WORK ORDER –
Go through the material and copy each line in which the word "turn" shows up.

EXCERPTED RECORDS –
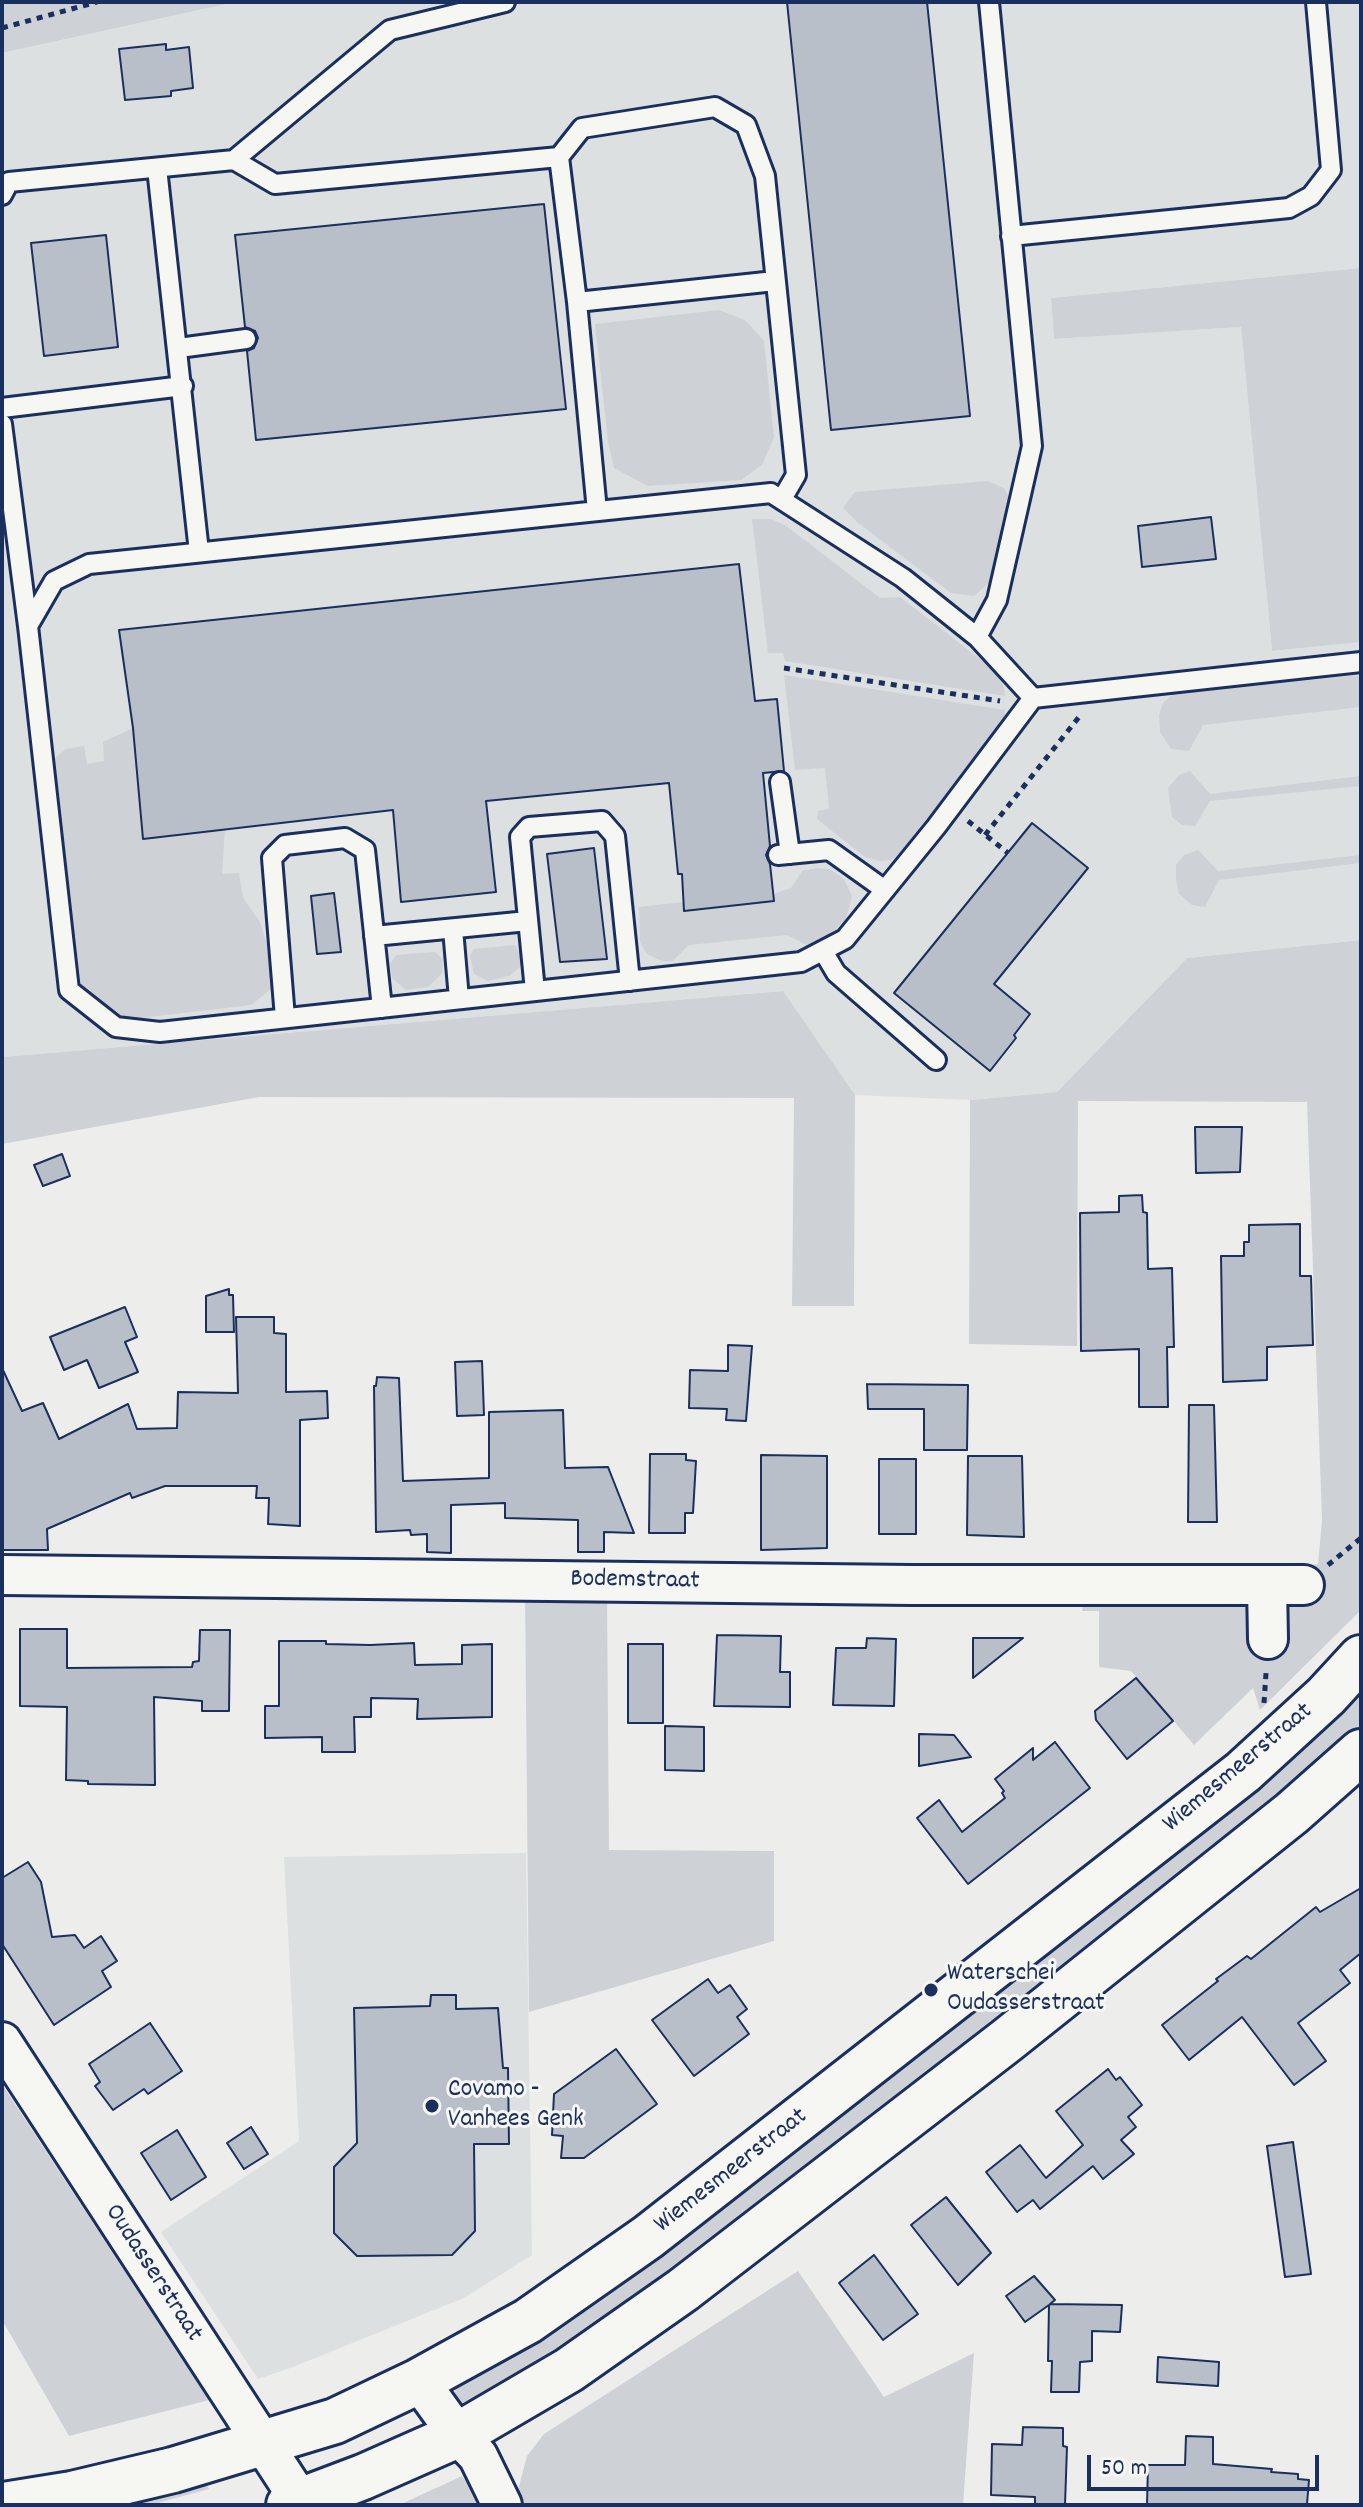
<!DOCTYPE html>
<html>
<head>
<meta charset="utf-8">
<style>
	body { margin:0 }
	#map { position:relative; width:1363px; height:2507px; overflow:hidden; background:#edeeec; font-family:Dekko,sans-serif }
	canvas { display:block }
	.frame { position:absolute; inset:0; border:4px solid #1b2f5e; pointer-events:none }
	.scale { position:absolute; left:1087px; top:2455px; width:232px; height:36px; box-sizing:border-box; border:4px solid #1b2f5e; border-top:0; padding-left:10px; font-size:24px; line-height:28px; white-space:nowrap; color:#1b2f5e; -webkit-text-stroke:6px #f6f6f2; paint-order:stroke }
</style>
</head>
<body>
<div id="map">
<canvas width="1363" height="2507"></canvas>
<div class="frame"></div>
<div class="scale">50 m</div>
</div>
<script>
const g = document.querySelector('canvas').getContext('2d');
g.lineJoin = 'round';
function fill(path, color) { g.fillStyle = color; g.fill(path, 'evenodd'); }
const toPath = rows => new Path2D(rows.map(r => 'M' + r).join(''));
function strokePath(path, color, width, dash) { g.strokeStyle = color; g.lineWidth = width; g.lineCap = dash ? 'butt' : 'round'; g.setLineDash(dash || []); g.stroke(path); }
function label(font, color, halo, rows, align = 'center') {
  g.font = font + ' Dekko,sans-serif'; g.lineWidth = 6; g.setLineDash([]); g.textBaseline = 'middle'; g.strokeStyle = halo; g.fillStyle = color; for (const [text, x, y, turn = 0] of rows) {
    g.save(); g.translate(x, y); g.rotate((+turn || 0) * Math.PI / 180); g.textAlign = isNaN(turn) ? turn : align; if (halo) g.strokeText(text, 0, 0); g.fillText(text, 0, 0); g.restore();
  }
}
fill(toPath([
	[236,2,1361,2,1361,268,1051,298,1054,339,1241,327,1272,651,1361,642,1361,940,1187,958,1057,1092,970,1100,855,1095,782,991,2,1057,2,53],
	[526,1853,532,2255,464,2298,293,2367,258,2379,161,2232,299,2141,284,1857]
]), '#dde0e1');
fill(toPath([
	[2,2,236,2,2,53],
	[1361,268,1361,642,1272,651,1241,327,1054,339,1051,298],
	[719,310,745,320,764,341,774,437,762,465,741,480,648,486,614,468,608,441,595,324],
	[988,481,1004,488,1012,503,992,580,974,596,951,593,857,522,843,508,855,492],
	[752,519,771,519,785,525,880,598,900,597,994,670,1003,685,1005,696,785,661,783,653,768,653],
	[784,675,1005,710,1004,722,902,854,890,860,880,861,865,857,817,819,818,811,829,809,825,768,795,770],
	[1361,675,1361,707,1203,725,1189,751,1171,749,1160,732,1159,715,1163,703,1173,694],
	[133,728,143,838,225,828,222,874,239,873,243,898,260,922,269,951,271,989,251,1005,132,1019,115,1016,91,1002,80,983,54,768,55,758,66,749,84,746,87,764,104,761,103,742],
	[1190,771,1210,794,1361,776,1361,786,1210,801,1195,826,1182,825,1172,817,1168,788,1179,775],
	[1198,850,1218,871,1361,855,1361,863,1219,880,1205,907,1192,905,1179,894,1176,880,1176,865,1184,855],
	[817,868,830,869,844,879,852,896,846,919,828,936,806,945,787,935,689,945,673,961,662,961,647,954,640,942,639,907,683,902,686,911,773,901,773,894,791,888,802,871],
	[1361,940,1361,1610,1260,1710,1253,1688,1194,1745,1131,1671,1099,1667,1099,1611,1082,1611,1086,1595,1238,1596,1280,1612,1291,1598,1308,1597,1310,1565,1318,1564,1322,1520,1307,1102,1078,1101,1077,1346,969,1344,970,1100,1057,1092,1187,958],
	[515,945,521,956,520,967,509,976,488,981,474,974,470,956,474,949],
	[435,952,443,959,442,973,428,987,406,990,392,978,390,964,396,955],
	[783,991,855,1095,854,1306,792,1306,794,1098,259,1097,2,1144,2,1057],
	[607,1591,609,1850,774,1851,774,1941,529,2012,525,1592],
	[1361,1688,1361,1728,1355,1736,801,2178,558,2353,470,2405,461,2407,454,2398,457,2382],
	[2,2084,209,2400,69,2436,2,2320],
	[798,2271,884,2397,974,2353,963,2505,522,2505,518,2490,527,2456,544,2434],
	[462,2476,483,2505,399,2505],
	[206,2484,209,2489,150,2505,114,2505]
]), '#ced2d7');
const building = toPath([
	[787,2,927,2,970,416,831,430,787,2],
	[166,44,166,50,189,47,193,88,171,91,171,96,125,100,119,49,166,44],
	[544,204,566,409,256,440,247,351,254,348,258,338,255,331,245,327,235,235,544,204],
	[106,235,118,347,44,356,31,243,106,235],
	[1211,517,1216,559,1142,567,1138,526,1211,517],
	[739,564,755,701,777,699,784,771,763,773,770,846,766,855,770,864,774,901,684,911,682,874,678,874,669,783,486,801,496,892,401,902,393,810,143,839,133,728,119,630,739,564],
	[1032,823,1088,868,994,984,1030,1014,1014,1035,1016,1038,990,1071,894,993,1032,823],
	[594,848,607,959,560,962,547,854,594,848],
	[334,893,341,952,317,954,311,896,334,893],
	[1195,1127,1242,1127,1240,1172,1196,1173,1195,1127],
	[62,1154,70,1176,43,1186,34,1165,62,1154],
	[1142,1195,1143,1212,1147,1213,1148,1269,1172,1268,1174,1347,1167,1347,1168,1407,1139,1407,1139,1349,1081,1351,1080,1213,1119,1212,1119,1196,1142,1195],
	[1300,1224,1300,1276,1311,1276,1313,1345,1267,1347,1267,1380,1223,1382,1221,1256,1244,1256,1244,1242,1249,1242,1249,1225,1300,1224],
	[229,1289,229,1295,233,1295,234,1332,206,1332,206,1296,229,1289],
	[125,1307,137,1337,125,1342,138,1372,99,1388,87,1360,64,1370,50,1337,125,1307],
	[236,1317,274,1317,274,1333,286,1334,286,1392,327,1391,328,1418,300,1420,300,1526,268,1524,269,1498,256,1498,257,1486,165,1486,132,1498,130,1493,47,1529,48,1550,2,1550,2,1368,22,1411,43,1403,59,1439,128,1404,137,1429,177,1428,178,1392,238,1393,236,1317],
	[728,1345,752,1346,746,1421,726,1420,727,1409,689,1408,690,1370,728,1371,728,1345],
	[482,1361,484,1415,457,1416,455,1362,482,1361],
	[377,1377,399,1378,403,1481,489,1478,489,1412,563,1410,565,1468,608,1467,634,1533,604,1532,604,1552,578,1552,578,1520,505,1518,505,1503,451,1505,451,1553,427,1552,427,1534,411,1535,410,1530,376,1532,374,1386,376,1386,377,1377],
	[867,1384,968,1385,967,1450,924,1450,924,1409,868,1409,867,1384],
	[1189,1405,1214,1405,1217,1522,1188,1522,1189,1405],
	[650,1454,686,1454,686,1460,696,1461,693,1513,685,1513,685,1533,649,1533,650,1454],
	[761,1455,827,1456,827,1548,761,1550,761,1455],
	[968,1456,1022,1456,1024,1537,967,1535,968,1456],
	[879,1459,916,1459,916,1534,879,1534,879,1459],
	[20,1629,67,1629,67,1668,192,1667,193,1662,199,1661,200,1630,230,1630,229,1711,202,1711,202,1701,154,1697,155,1785,88,1784,88,1781,66,1780,67,1707,20,1706,20,1629],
	[717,1635,781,1636,780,1672,790,1672,790,1707,714,1706,717,1635],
	[867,1638,896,1639,894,1706,833,1705,836,1648,866,1648,867,1638],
	[973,1638,1023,1638,973,1678,973,1638],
	[279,1641,326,1641,326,1644,370,1645,414,1643,415,1665,462,1664,462,1645,492,1644,492,1717,417,1719,418,1699,371,1698,371,1717,354,1717,355,1752,322,1752,322,1737,265,1738,265,1706,279,1706,279,1641],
	[628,1644,663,1644,663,1723,628,1723,628,1644],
	[1136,1678,1173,1721,1127,1759,1096,1720,1095,1711,1136,1678],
	[665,1726,704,1727,704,1771,665,1770,665,1726],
	[919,1734,954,1735,971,1757,919,1766,919,1734],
	[1055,1742,1090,1788,968,1884,917,1818,939,1800,962,1832,1005,1798,1002,1793,1004,1791,995,1779,1033,1748,1033,1760,1055,1742],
	[28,1862,41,1882,52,1937,75,1935,84,1948,101,1936,117,1961,102,1971,111,1987,54,2025,2,1944,2,1878,28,1862],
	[1361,1888,1361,1953,1340,1970,1350,1983,1298,2023,1326,2061,1294,2085,1242,2017,1189,2060,1162,2025,1218,1981,1216,1979,1247,1956,1251,1959,1316,1907,1320,1912,1361,1888],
	[708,1979,718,1993,730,1985,747,2009,737,2017,749,2034,694,2076,652,2020,708,1979],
	[431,1995,456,1995,456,2009,498,2008,503,2068,508,2068,509,2144,474,2144,475,2231,452,2255,357,2256,334,2233,334,2167,357,2143,354,2008,430,2006,431,1995],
	[150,2023,182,2071,148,2094,144,2089,113,2110,95,2086,100,2082,89,2064,150,2023],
	[616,2049,657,2104,584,2158,561,2158,563,2136,552,2135,554,2094,616,2049],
	[1108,2069,1116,2080,1120,2077,1142,2105,1128,2117,1136,2127,1121,2140,1134,2154,1103,2179,1093,2166,1040,2209,1033,2200,1017,2212,986,2172,1020,2145,1046,2178,1083,2145,1056,2111,1108,2069],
	[251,2127,268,2154,244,2169,227,2143,251,2127],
	[177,2130,206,2177,171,2200,141,2153,177,2130],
	[1293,2142,1311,2274,1285,2277,1267,2146,1293,2142],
	[946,2197,991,2253,958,2285,911,2225,946,2197],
	[874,2255,918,2314,883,2340,839,2283,874,2255],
	[1034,2276,1055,2300,1050,2304,1122,2305,1120,2332,1092,2331,1092,2361,1080,2362,1079,2392,1051,2392,1052,2361,1048,2361,1049,2305,1025,2322,1006,2296,1034,2276],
	[1158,2357,1219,2362,1218,2386,1157,2382,1158,2357],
	[1023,2427,1063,2428,1063,2446,1067,2447,1065,2505,1035,2505,1035,2497,991,2495,992,2444,1022,2445,1023,2427],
	[1186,2436,1213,2437,1213,2464,1272,2469,1271,2472,1298,2474,1298,2479,1309,2480,1307,2504,1147,2505,1148,2465,1185,2465,1186,2436]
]);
fill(building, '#b9bfc8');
strokePath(building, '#1b2f5e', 2);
const service = toPath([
	[234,160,275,184,559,157],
	[157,168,199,552],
	[2,195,9,182,234,160,390,30,505,2],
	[1011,236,1289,208,1311,196,1331,170,1316,2],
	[577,302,775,281],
	[179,348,246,339],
	[2,408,183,386],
	[2,424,28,626],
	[597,511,577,302,559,157,582,128,715,107,746,125,765,176,796,475,782,499],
	[977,637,997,600,1032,446,989,2],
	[1033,698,977,637,903,578,771,493,89,564,54,581,28,626,69,990,116,1027,160,1032,801,962,845,939,936,827,1033,698,1361,662],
	[780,782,790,854],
	[778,855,829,850,885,890],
	[453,929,459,999],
	[374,936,528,921],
	[823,951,836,973,936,1060],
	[535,991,520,837,529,827,602,821,615,836,630,981],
	[285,1018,272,858,285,845,345,838,365,850,382,1008]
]);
const minor = toPath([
	[2,1575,912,1585,1304,1585],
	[1267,1585,1268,1639],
	[2,2042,303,2505],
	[419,2381,458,2435,478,2456,502,2505]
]);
const secondary = toPath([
	[3,2505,72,2494,173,2470,335,2421,419,2381,528,2321,648,2237,1243,1772,1326,1696,1361,1658],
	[289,2505,363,2477,458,2435,569,2370,683,2290,1006,2041,1292,1813,1361,1752]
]);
strokePath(service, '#1b2f5e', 24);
strokePath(minor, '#1b2f5e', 44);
strokePath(secondary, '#1b2f5e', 50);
strokePath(toPath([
	[2,28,97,2],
	[784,668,1000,701],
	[968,821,1008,853],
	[985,835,1079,717],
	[1328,1565,1361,1538],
	[1264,1703,1266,1673]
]), '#1b2f5e', 5, [6, 6]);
strokePath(service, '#f6f6f2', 18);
strokePath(minor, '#f6f6f2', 38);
strokePath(secondary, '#f6f6f2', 44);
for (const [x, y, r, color] of [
	[931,1990,8,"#1b2f5e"],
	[432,2106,8,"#1b2f5e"]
]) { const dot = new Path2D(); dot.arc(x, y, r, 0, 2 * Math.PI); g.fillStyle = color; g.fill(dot); strokePath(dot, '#f6f6f2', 3); }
label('26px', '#1b2f5e', '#f6f6f2', [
	["Bodemstraat",635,1582,1],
	["Wiemesmeerstraat",1239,1769,-40],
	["Wiemesmeerstraat",732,2172,-38],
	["Oudasserstraat",152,2274,57]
]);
label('26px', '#1b2f5e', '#f6f6f2', [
	["Waterschei",947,1975],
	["Oudasserstraat",947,2005],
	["Covamo -",448,2091],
	["Vanhees Genk",448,2121]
], 'left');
</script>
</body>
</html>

SOLUTION TO THIS TASK –
  g.font = font + ' Dekko,sans-serif'; g.lineWidth = 6; g.setLineDash([]); g.textBaseline = 'middle'; g.strokeStyle = halo; g.fillStyle = color; for (const [text, x, y, turn = 0] of rows) {
    g.save(); g.translate(x, y); g.rotate((+turn || 0) * Math.PI / 180); g.textAlign = isNaN(turn) ? turn : align; if (halo) g.strokeText(text, 0, 0); g.fillText(text, 0, 0); g.restore();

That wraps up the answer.